El padre Carlos Lasalde, cuando me vio en la Rectoral, me cogió de la mano y me atrajo hacia sí; luego me pasó la mano por la cabeza, y yo no sé lo que me diría, pero yo le veo inclinarse sobre mí sonriendo y mirarme con sus ojos claros y melancólicos. Después, yo lo contemplaba de lejos, con cierta secreta veneración, cuando transcurría por las largas salas, callado, con sus zapatos de suela de cáñamo, con la cabeza inclinada sobre un libro.

Pero el padre Lasalde duró poco en el colegio.
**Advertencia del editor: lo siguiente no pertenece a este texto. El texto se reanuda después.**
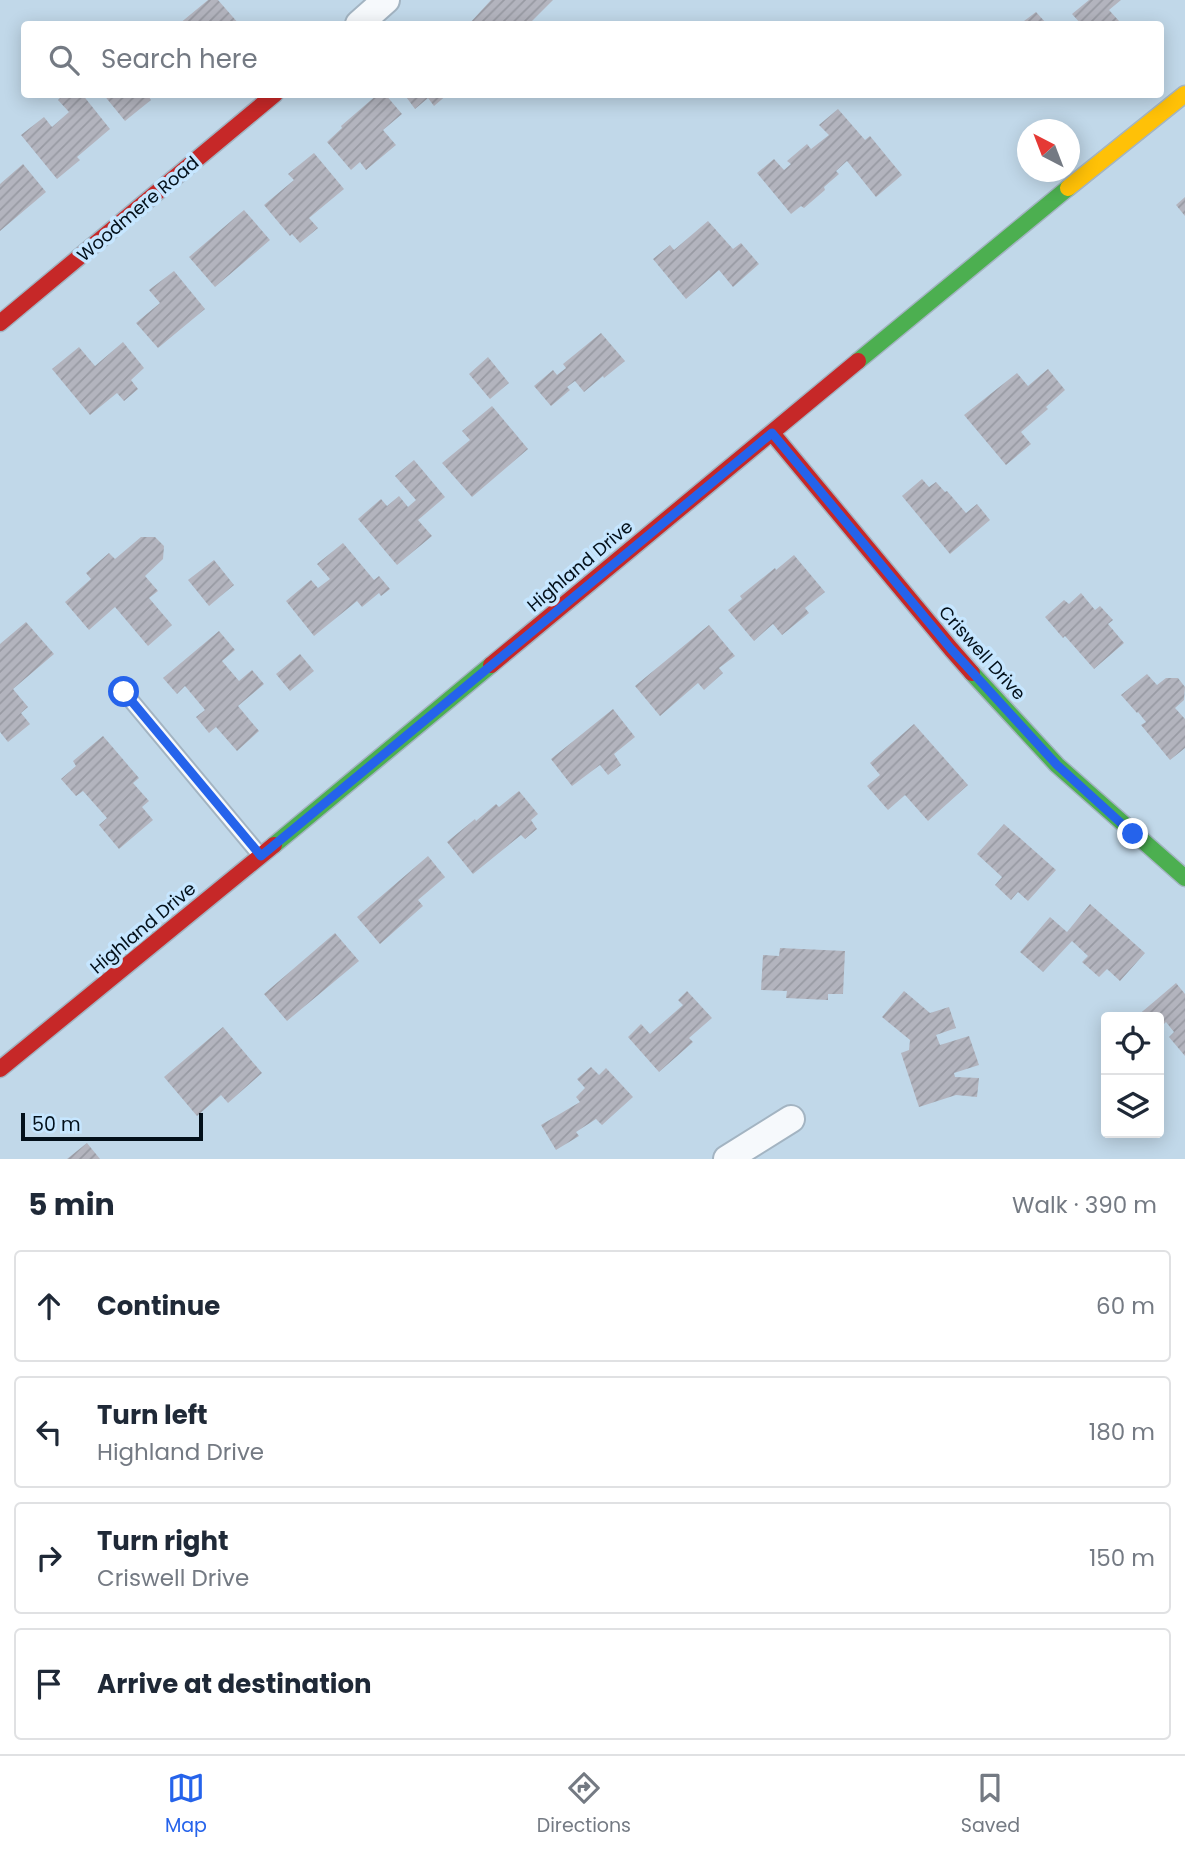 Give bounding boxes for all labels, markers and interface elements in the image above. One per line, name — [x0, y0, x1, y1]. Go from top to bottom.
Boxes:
search box — [21, 21, 1164, 98]
icon: search — [45, 41, 83, 79]
text: Search here — [101, 41, 258, 77]
north arrow — [1017, 119, 1080, 182]
street label: Woodmere Road — [71, 150, 204, 267]
street label: Highland Drive — [522, 514, 638, 617]
street label: Criswell Drive — [933, 600, 1032, 705]
route start — [108, 676, 139, 707]
route end — [1117, 818, 1148, 849]
street label: Highland Drive — [85, 876, 201, 979]
map controls — [1101, 1012, 1164, 1138]
button: locate — [1101, 1012, 1164, 1075]
button: layers — [1101, 1075, 1164, 1138]
scale bar — [21, 1110, 203, 1142]
text: 50 m — [32, 1111, 81, 1138]
text: 5 min — [28, 1183, 115, 1226]
text: Walk · 390 m — [1012, 1189, 1157, 1221]
icon: ahead — [30, 1287, 68, 1325]
text: Continue — [97, 1288, 220, 1324]
text: 60 m — [1096, 1290, 1155, 1322]
text: Turn left — [97, 1397, 208, 1433]
icon: left — [30, 1413, 68, 1451]
text: 180 m — [1089, 1416, 1155, 1448]
text: Highland Drive — [97, 1436, 264, 1468]
text: Turn right — [97, 1523, 229, 1559]
icon: right — [30, 1539, 68, 1577]
text: 150 m — [1089, 1542, 1155, 1574]
text: Criswell Drive — [97, 1562, 249, 1594]
icon: arrive — [30, 1665, 68, 1703]
text: Arrive at destination — [97, 1666, 372, 1702]
tab: Map — [165, 1769, 207, 1840]
tab: Directions — [537, 1769, 631, 1840]
tab: Saved — [961, 1769, 1020, 1840]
Cuando se fue quedaron solas estas estatuas egipcias, rígidas, simétricas, hieráticas, que él había desenterrado en el Cerro de los Santos. Tal vez su espíritu nostálgico se explayaba en la reconstrucción de esas lejanas edades y veía en estos tristes hombres de piedra, sacerdotes y sabios, unos remotos hermanos en ironías y en esperanzas.